Threat modeling as code: exploring pytm

This post is not strictly about security but rather about security-related tools. I focus on exploring the process and technology, not specifically on security issues.

Some time ago I wrote about How I use cloud VMs for coding. Now I thought I will use this project as an example for exploring threat modelling process.

There is an open source project, pytm, which is a Pythonic framework for threat modeling.

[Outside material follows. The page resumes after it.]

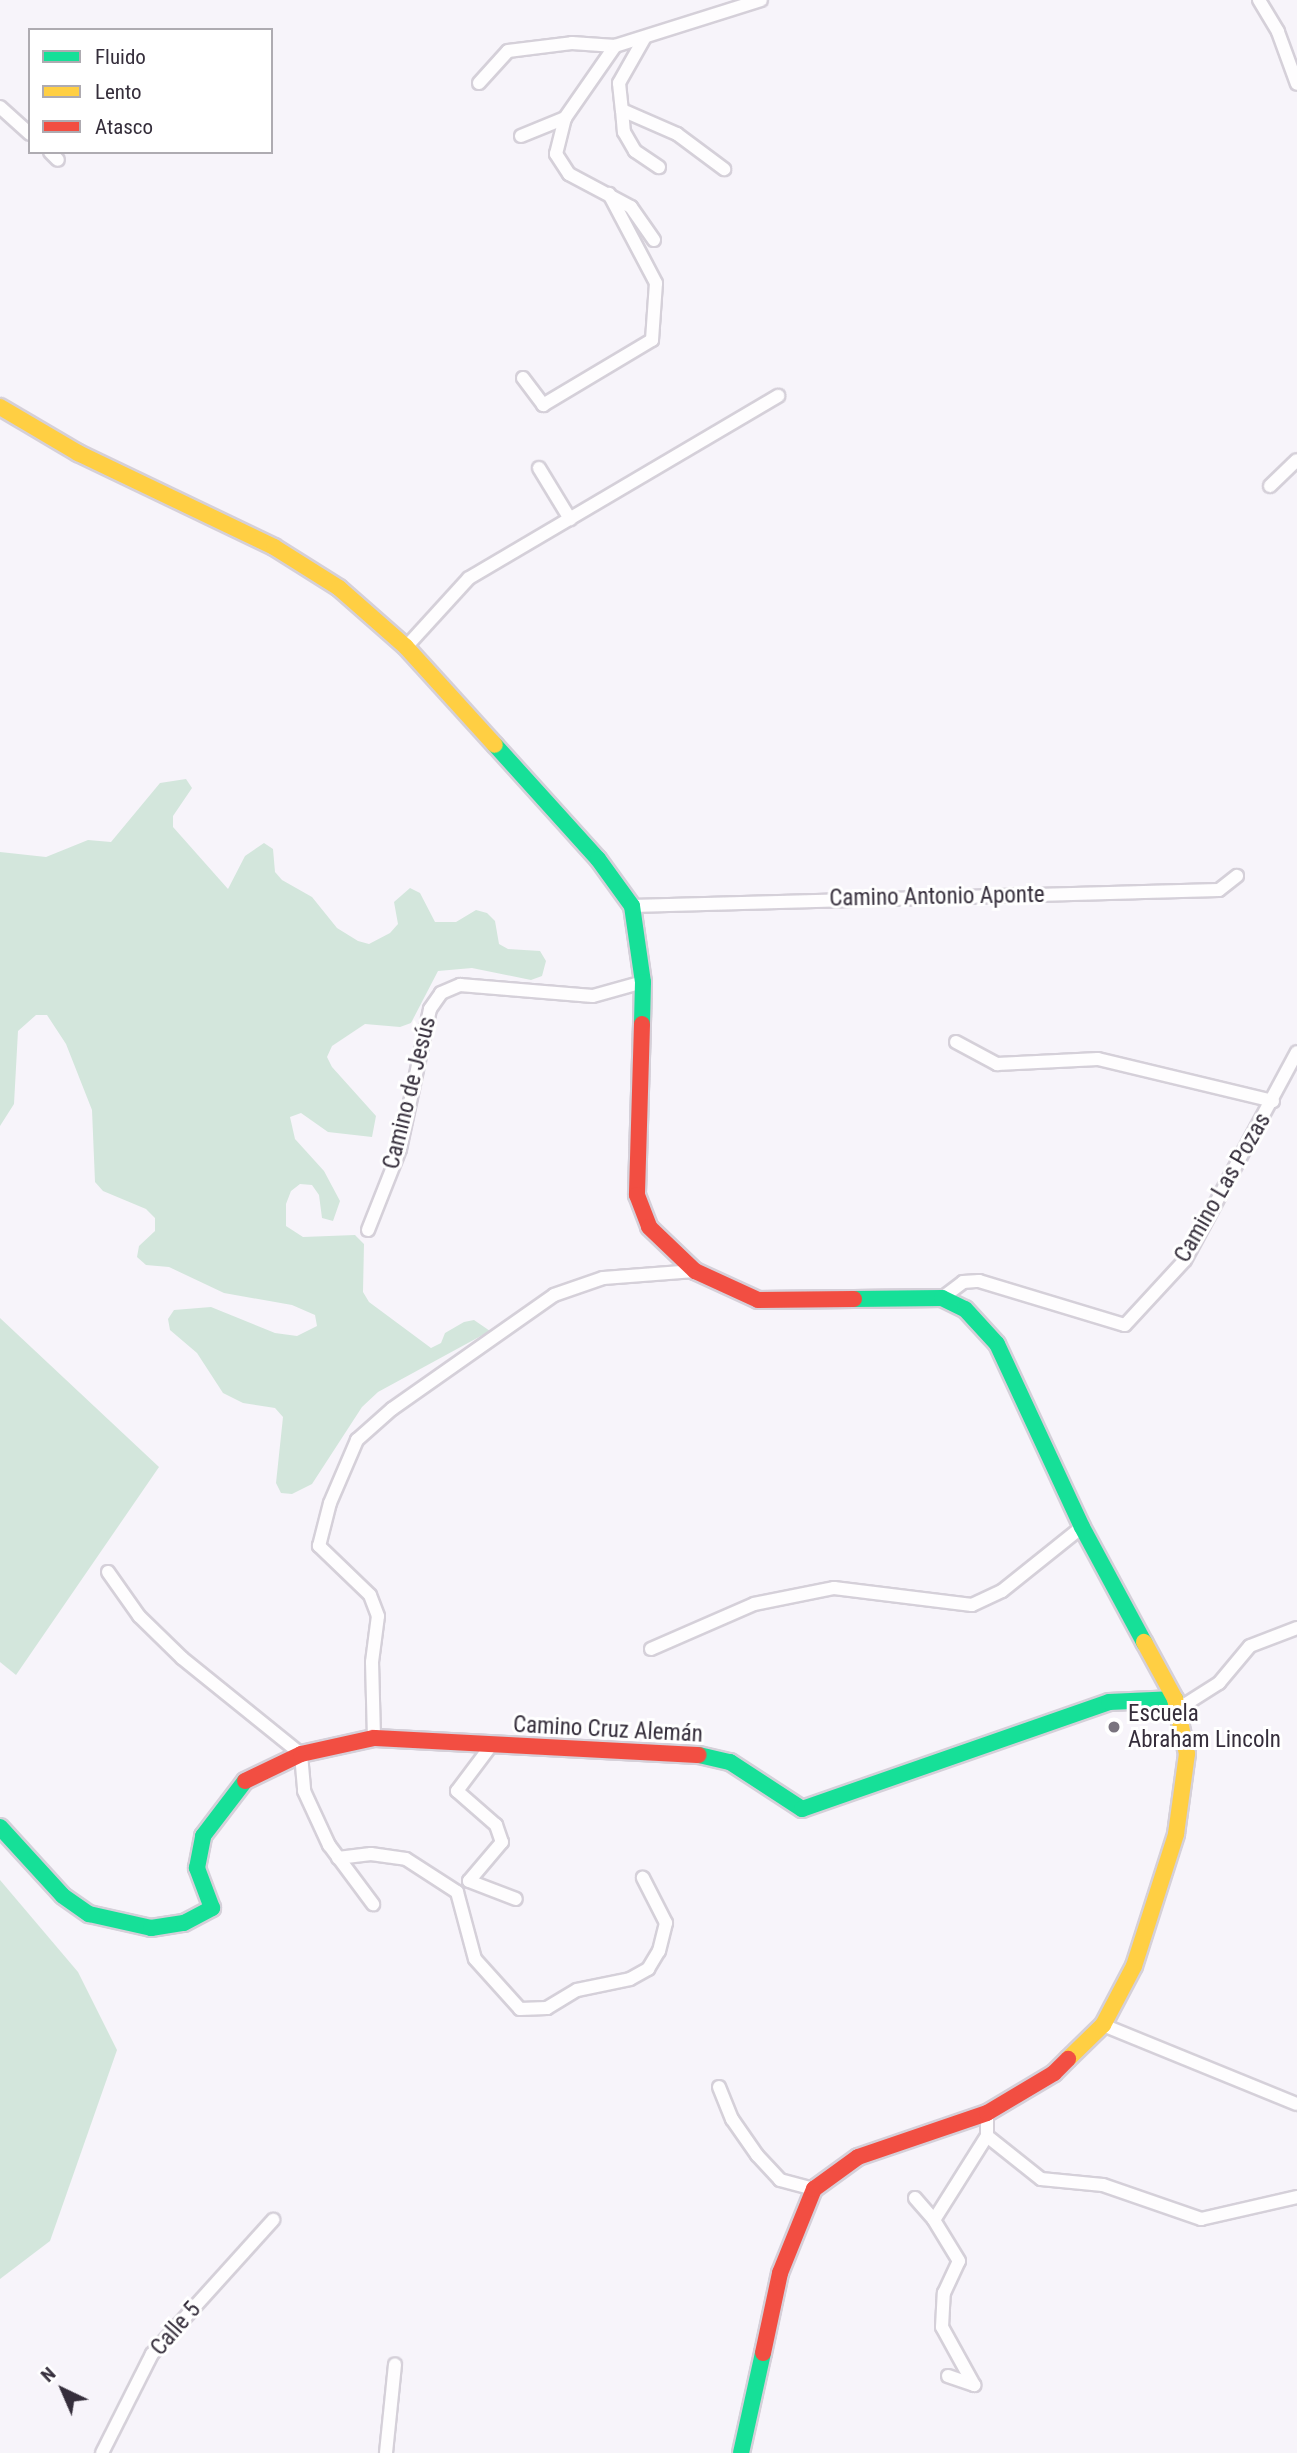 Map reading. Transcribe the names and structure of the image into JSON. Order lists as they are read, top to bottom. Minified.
{"streets":{"street":["Camino Antonio Aponte","Camino de Jesús","Camino Las Pozas","Camino Cruz Alemán","Calle 5"]},"places":["Escuela Abraham Lincoln"],"legend":["Fluido","Lento","Atasco"],"north":"top left"}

Let’s explore what this tool can do.

Usage

Dependencies

Start by installing pytm and its dependencies. Assuming you are running on Ubuntu, run:

pip install pytm
sudo apt install graphviz plantuml

Model as code

Let’s create the model (save it as model.py):

#!/usr/bin/env python3

from pytm.pytm import TM, Server, ExternalEntity, Dataflow, Boundary, Actor, Data

tm = TM("Cloud VMs for development")
tm.description = "How I use cloud VMs for development"
tm.isOrdered = True

Laptop = Boundary("Laptop")
AWS = Boundary("AWS")

user = Actor("User")
user.inBoundary = Laptop

vm = Server("EC2 VM")
vm.OS = "Ubuntu"
vm.isHardened = True
vm.inBoundary = AWS
vm.onAWS = True

sg = ExternalEntity("Security Group")
sg.inBoundary = AWS

allow_ip = Dataflow(user, sg, "User allows access from own IP address")
allow_ip.protocol = "AWS API"
allow_ip.data = Data("User IP address")

start_vm = Dataflow(user, vm, "User starts EC2 instance")
start_vm.protocol = "AWS API"

read_vm_dns = Dataflow(vm, user, "User reads DNS name of EC2 instance")
read_vm_dns.protocol = "AWS API"

use_vm = Dataflow(user, vm, "User uses VM")
use_vm.protocol = "SSH"
use_vm.data = "Development commands and data"
use_vm.dstPort = 22

stop_vm = Dataflow(user, vm, "User stops VM")
stop_vm.protocol = "AWS API"

tm.process()

Elements

You can see that we are creating various elements like Server or Actor. The complete list of all possible elements can be read from the tool itself:

python3 model.py --list-elements

Currently, following elements are supported:

Elements:
Actor          -- An entity usually initiating actions
Asset          -- An asset with outgoing or incoming dataflows
Boundary       -- Trust boundary groups elements and data with the same trust level.
Dataflow       -- A data flow from a source to a sink
Datastore      -- An entity storing data
ExternalEntity --
Lambda         -- A lambda function running in a Function-as-a-Service (FaaS) environment
Process        -- An entity processing data
Server         -- An entity processing data
SetOfProcesses --

Atributes:
Action         -- Action taken when validating a threat model.
Classification -- An enumeration.
Data           -- Represents a single piece of data that traverses the system
Lifetime       -- An enumeration.
TLSVersion     -- An enumeration.

Report template

The tool can generate a report, but it needs a template to do it. A sample template can be downloaded from GitHub:

wget <https://raw.githubusercontent.com/izar/pytm/master/docs/basic_template.md>

Running

As you might have noticed, the model.py file is used as an entry point. We will use it for generating reports and graphs.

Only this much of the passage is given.